▶ Work instruction
Omit the images. Copy each entry word for word.
Supplied data section start
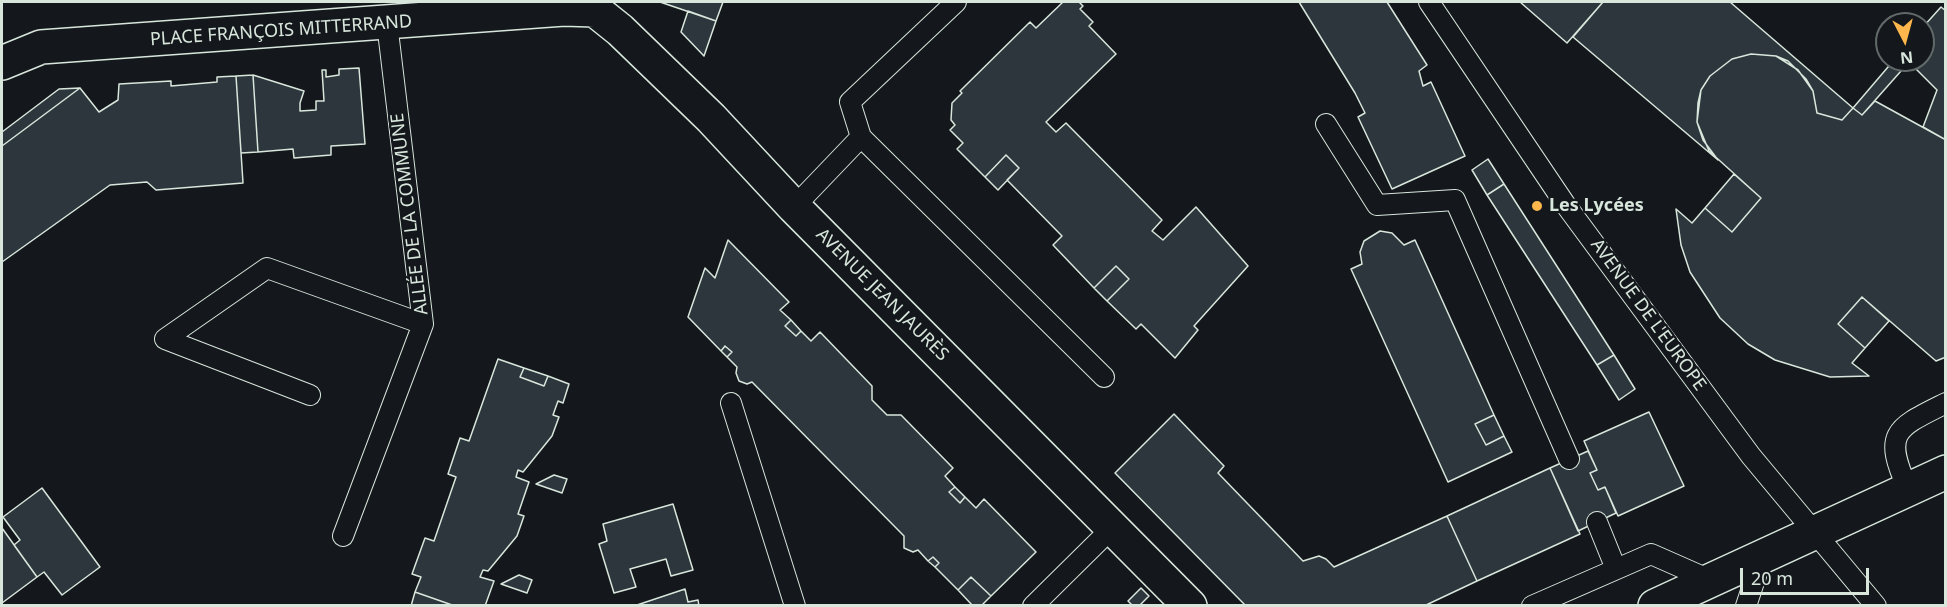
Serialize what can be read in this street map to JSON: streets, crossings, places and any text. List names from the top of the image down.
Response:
{
  "streets": {
    "street": ["PLACE FRANÇOIS MITTERRAND", "AVENUE JEAN JAURÈS"],
    "lane": ["ALLÉE DE LA COMMUNE", "AVENUE DE L'EUROPE"]
  },
  "crossings": [
    ["PLACE FRANÇOIS MITTERRAND", "ALLÉE DE LA COMMUNE"],
    ["PLACE FRANÇOIS MITTERRAND", "AVENUE JEAN JAURÈS"]
  ],
  "places": ["Les Lycées"],
  "scale_bar": "20 m",
  "north": "bottom"
}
Supplied data section end
▶ Task response
Serialize what can be read in this street map to JSON: streets, crossings, places and any text. List names from the top of the image down.
Response:
{
  "streets": {
    "street": ["PLACE FRANÇOIS MITTERRAND", "AVENUE JEAN JAURÈS"],
    "lane": ["ALLÉE DE LA COMMUNE", "AVENUE DE L'EUROPE"]
  },
  "crossings": [
    ["PLACE FRANÇOIS MITTERRAND", "ALLÉE DE LA COMMUNE"],
    ["PLACE FRANÇOIS MITTERRAND", "AVENUE JEAN JAURÈS"]
  ],
  "places": ["Les Lycées"],
  "scale_bar": "20 m",
  "north": "bottom"
}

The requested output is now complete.